## Data
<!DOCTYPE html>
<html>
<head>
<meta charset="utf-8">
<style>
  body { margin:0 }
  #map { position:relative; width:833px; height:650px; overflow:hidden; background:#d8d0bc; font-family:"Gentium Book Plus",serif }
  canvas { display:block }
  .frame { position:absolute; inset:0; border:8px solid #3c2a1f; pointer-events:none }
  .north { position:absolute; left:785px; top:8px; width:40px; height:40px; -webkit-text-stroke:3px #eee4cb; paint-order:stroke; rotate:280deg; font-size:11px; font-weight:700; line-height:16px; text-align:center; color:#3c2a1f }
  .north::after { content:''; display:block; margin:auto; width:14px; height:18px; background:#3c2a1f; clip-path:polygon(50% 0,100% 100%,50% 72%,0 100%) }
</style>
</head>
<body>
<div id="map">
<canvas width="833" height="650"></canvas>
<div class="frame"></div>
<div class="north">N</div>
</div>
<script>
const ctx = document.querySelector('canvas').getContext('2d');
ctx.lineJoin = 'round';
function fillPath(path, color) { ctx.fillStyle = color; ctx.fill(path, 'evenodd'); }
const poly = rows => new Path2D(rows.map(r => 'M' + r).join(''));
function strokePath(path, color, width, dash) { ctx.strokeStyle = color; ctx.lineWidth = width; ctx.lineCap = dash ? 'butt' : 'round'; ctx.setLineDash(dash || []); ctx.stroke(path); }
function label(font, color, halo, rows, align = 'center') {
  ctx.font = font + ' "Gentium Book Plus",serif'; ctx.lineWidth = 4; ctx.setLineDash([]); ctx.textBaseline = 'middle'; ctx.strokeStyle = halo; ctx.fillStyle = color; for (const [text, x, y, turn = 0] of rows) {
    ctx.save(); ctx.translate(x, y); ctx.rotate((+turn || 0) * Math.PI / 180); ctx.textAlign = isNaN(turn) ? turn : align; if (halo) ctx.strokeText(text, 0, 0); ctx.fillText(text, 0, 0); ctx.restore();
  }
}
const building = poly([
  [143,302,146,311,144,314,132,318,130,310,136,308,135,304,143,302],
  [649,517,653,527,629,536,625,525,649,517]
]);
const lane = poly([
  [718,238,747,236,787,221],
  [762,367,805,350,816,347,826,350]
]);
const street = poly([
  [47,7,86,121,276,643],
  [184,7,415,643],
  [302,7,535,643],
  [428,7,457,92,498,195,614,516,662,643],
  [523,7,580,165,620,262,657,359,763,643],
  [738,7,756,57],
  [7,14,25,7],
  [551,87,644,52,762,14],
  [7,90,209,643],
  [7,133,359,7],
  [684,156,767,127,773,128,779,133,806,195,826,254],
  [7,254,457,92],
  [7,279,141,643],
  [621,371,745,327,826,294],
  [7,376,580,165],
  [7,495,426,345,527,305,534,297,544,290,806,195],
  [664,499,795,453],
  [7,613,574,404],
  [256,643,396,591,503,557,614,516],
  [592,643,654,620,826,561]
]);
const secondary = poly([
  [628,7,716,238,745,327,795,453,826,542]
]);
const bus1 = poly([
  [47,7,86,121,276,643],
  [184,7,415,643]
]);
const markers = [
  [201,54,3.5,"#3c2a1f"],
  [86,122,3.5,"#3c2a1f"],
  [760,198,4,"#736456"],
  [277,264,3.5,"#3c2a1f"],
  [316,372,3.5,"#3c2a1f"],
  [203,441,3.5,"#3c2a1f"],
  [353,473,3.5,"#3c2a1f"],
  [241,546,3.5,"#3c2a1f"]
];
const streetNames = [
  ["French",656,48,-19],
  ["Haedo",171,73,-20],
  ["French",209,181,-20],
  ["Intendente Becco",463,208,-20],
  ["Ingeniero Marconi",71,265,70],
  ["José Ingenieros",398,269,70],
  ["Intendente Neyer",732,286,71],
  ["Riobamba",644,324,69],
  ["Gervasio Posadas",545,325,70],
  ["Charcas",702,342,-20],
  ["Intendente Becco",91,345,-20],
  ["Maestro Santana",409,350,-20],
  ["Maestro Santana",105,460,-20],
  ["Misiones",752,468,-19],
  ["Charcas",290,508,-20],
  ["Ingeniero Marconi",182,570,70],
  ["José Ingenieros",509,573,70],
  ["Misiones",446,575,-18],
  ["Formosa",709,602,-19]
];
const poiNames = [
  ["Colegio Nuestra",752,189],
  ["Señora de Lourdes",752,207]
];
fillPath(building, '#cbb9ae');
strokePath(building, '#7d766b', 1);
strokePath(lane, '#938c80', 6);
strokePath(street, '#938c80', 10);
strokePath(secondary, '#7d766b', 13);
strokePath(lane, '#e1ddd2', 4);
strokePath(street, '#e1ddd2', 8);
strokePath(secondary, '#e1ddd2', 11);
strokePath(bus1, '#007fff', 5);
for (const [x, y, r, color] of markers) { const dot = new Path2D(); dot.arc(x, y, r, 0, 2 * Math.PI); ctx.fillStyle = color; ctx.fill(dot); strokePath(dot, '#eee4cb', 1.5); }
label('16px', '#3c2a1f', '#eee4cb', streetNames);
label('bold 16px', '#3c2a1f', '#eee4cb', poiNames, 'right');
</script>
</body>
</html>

## Activity
For the string "halo", search the preceding data and copy every line that includes it.

## Answer
function label(font, color, halo, rows, align = 'center') {
  ctx.font = font + ' "Gentium Book Plus",serif'; ctx.lineWidth = 4; ctx.setLineDash([]); ctx.textBaseline = 'middle'; ctx.strokeStyle = halo; ctx.fillStyle = color; for (const [text, x, y, turn = 0] of rows) {
    ctx.save(); ctx.translate(x, y); ctx.rotate((+turn || 0) * Math.PI / 180); ctx.textAlign = isNaN(turn) ? turn : align; if (halo) ctx.strokeText(text, 0, 0); ctx.fillText(text, 0, 0); ctx.restore();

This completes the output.